As COVID-19 spreads through the U.S., cities across the country are halting arrests for nonviolent offenses and releasing low‐risk prisoners in efforts to reduce jail crowding and prevent the spread of the disease. Prosecutors in Philadelphia, Baltimore, Los Angeles County, Portland, and Nashville – along with many other cities – are issuing statements that arrests and prosecutions for low‐level, nonviolent crimes (including drug offenses, theft, prostitution, traffic offenses, etc.) will stop.
Over 30 prosecutors issued a joint statement calling for public health officials and community leaders to:
• Adopt “cite and release policies” for offenses which pose no immediate physical threat to the community, including simple possession of controlled substances.
• Release all individuals who are being detained solely because they can’t afford cash bail, unless they pose a serious risk to public safety.
• Reduce the prison population to minimize sharing of cells and ensure that there are sufficient medical quarantine beds, and enough staff, to promote the health and safety of staff, those incarcerated, and visitors
• Identify and release the following people immediately, unless doing so would pose a serious risk to the physical safety of the community:
○ Individuals who are elderly;
○ Populations that the CDC has classified as vulnerable (those with asthma, cancer, heart disease, lung disease, and diabetes);
○ People in local jails who are within 6 months of completing their sentence; and
○ People incarcerated due to technical violations of probation and parole.

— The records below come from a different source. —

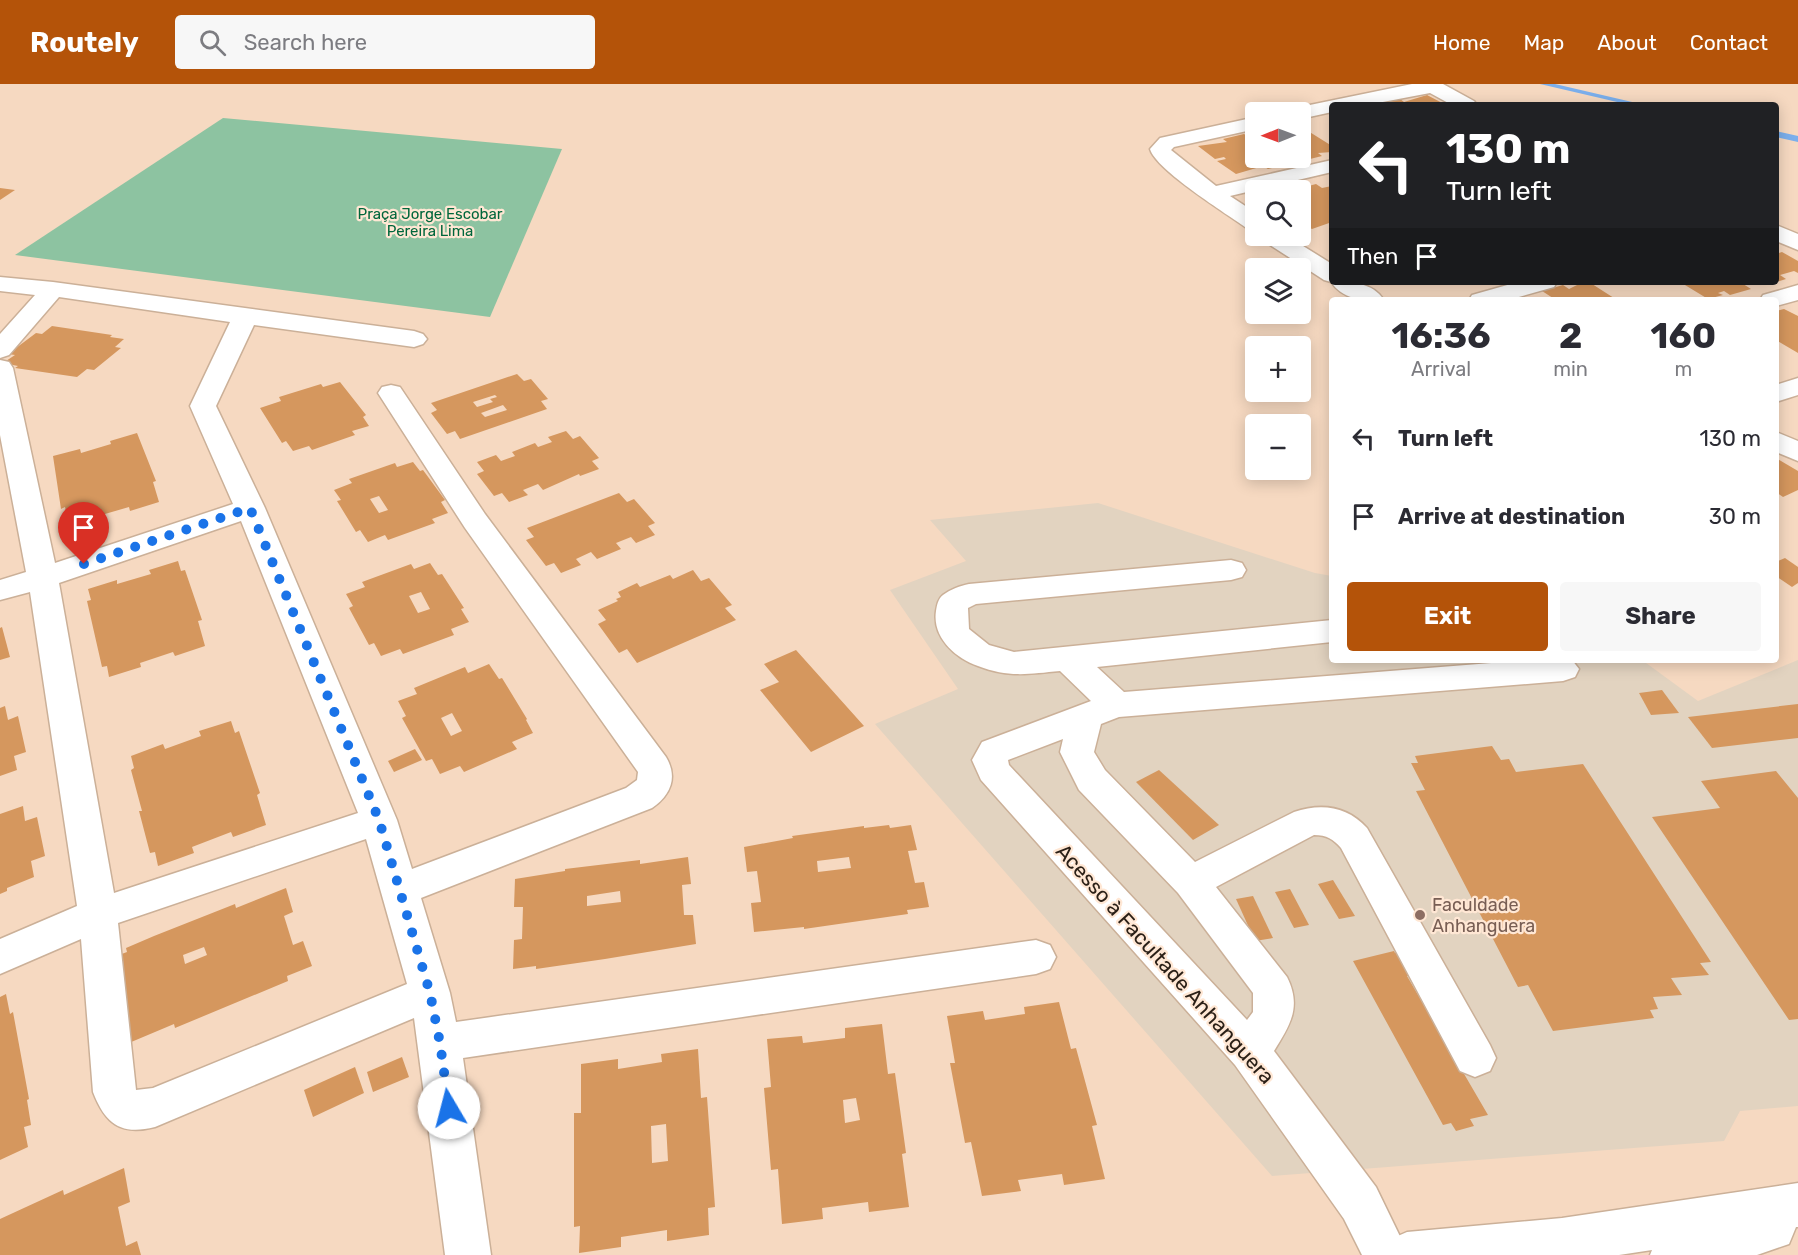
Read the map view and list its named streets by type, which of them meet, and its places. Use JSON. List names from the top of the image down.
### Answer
{
  "streets": {
    "street": ["Acesso à Facultade Anhanguera"]
  },
  "parks": ["Praça Jorge Escobar Pereira Lima"],
  "places": ["Faculdade Anhanguera"],
  "north": "left",
  "page": {
    "header": "Routely",
    "search": "Search here",
    "nav": [
      "Home",
      "Map",
      "About",
      "Contact"
    ],
    "map_buttons": ["+", "−"],
    "turn": ["130 m", "Turn left"],
    "then": "Then",
    "eta": [
      "16:36",
      "Arrival",
      "2",
      "min",
      "160",
      "m"
    ],
    "list": [
      {
        "name": "Turn left",
        "value": "130 m"
      },
      {
        "name": "Arrive at destination",
        "value": "30 m"
      }
    ],
    "buttons": ["Exit", "Share"]
  }
}
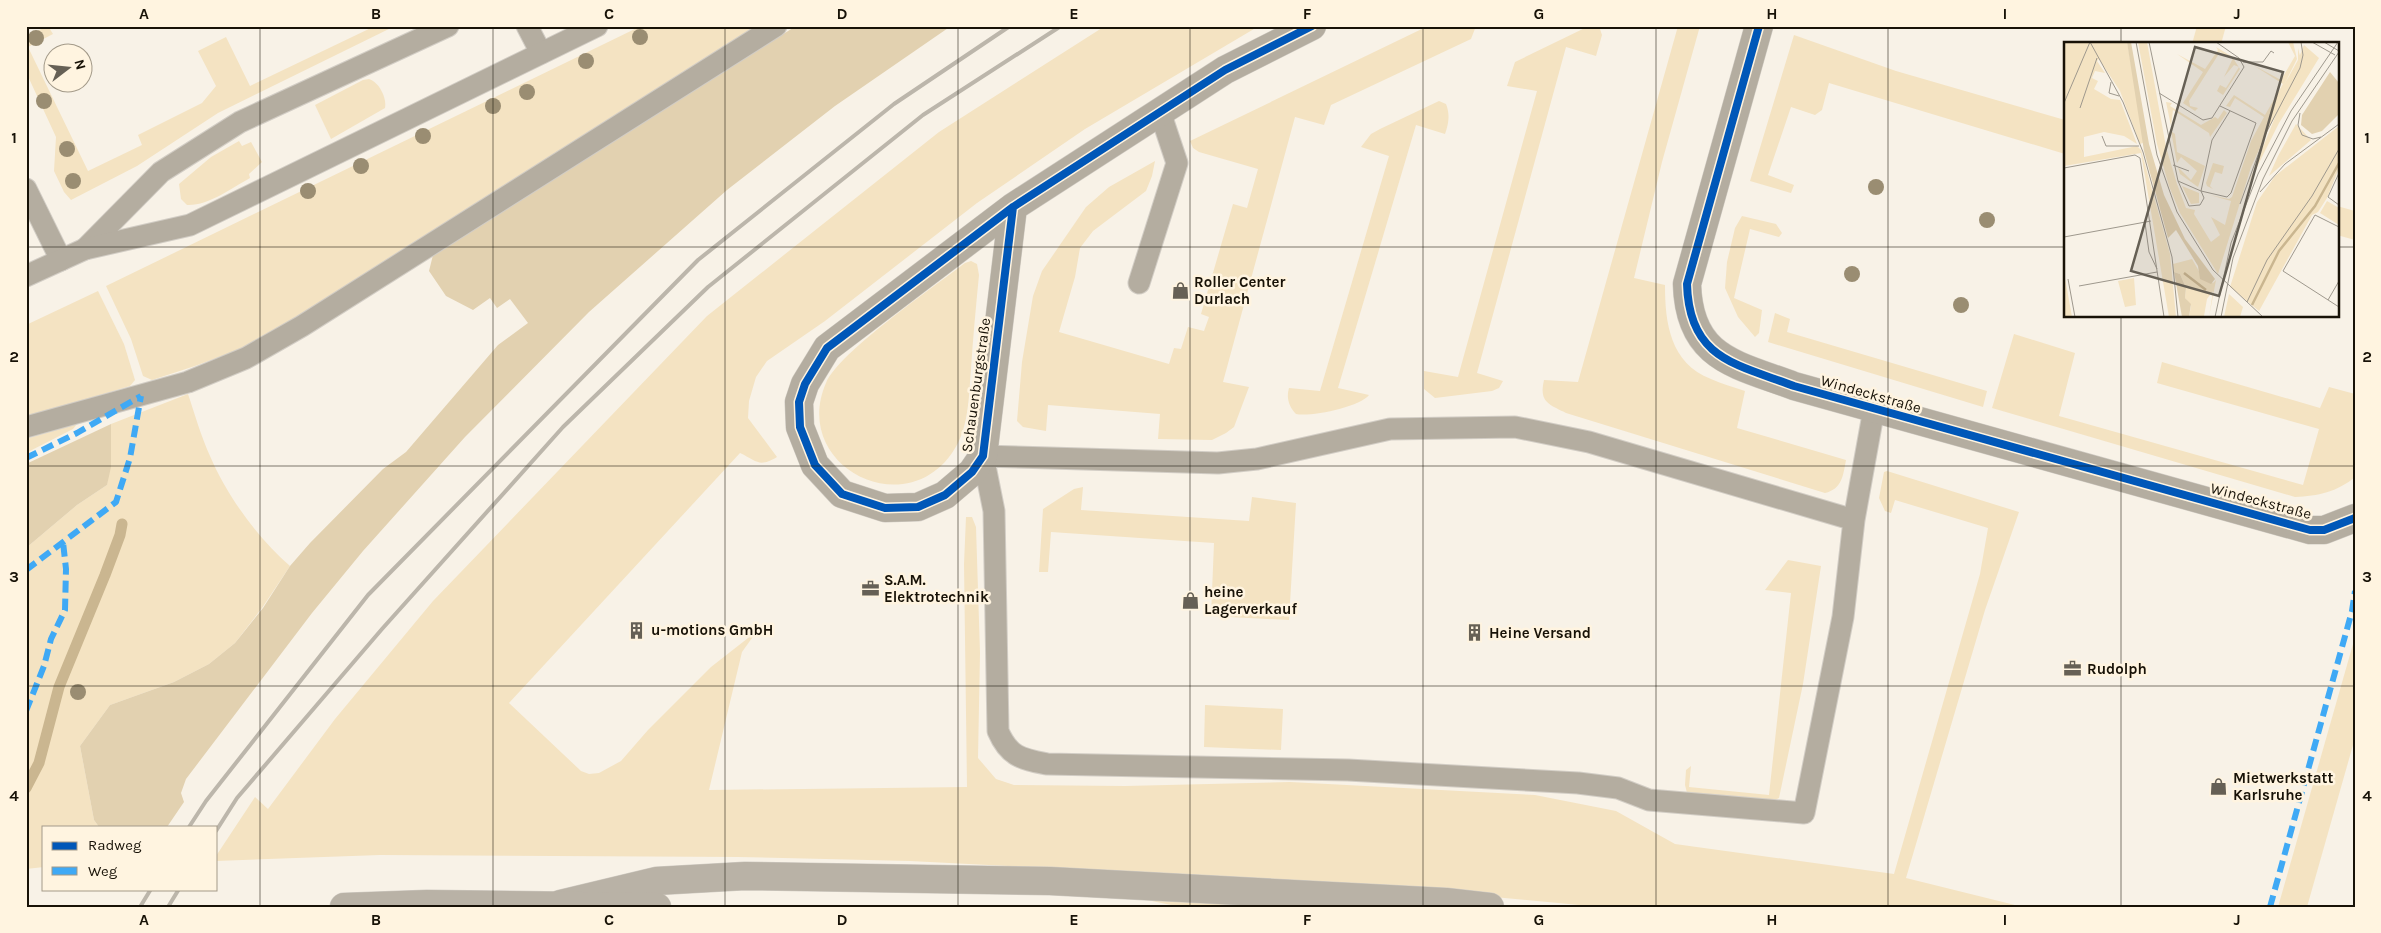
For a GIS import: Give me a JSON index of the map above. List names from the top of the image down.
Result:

• Put in place procedures and advocate for reforms that enable past lengthy sentences to be revisited and support release for those individuals who can safely return to the community
While these are steps in the right direction, it begs the question of how necessary these arrests were in the first place. Of the 2.3 million people incarcerated in the U.S. in 2019, 1.9 million are incarcerated in state or local prisons. Almost 40 percent are serving sentences (or in pretrial detention) for non‐violent drug or property offenses – the same violations that prosecutors are now opting not to pursue.
The costs of mass incarceration are well documented. If, as these prosecutors argue, there is little danger in halting the arrest and prosecution of low‐level offenders during this national emergency, then what justification is there to renew efforts after the current pandemic is over? The mindset of mass incarceration stands contrary to the core ideals of America. It is long past time to break the cycle.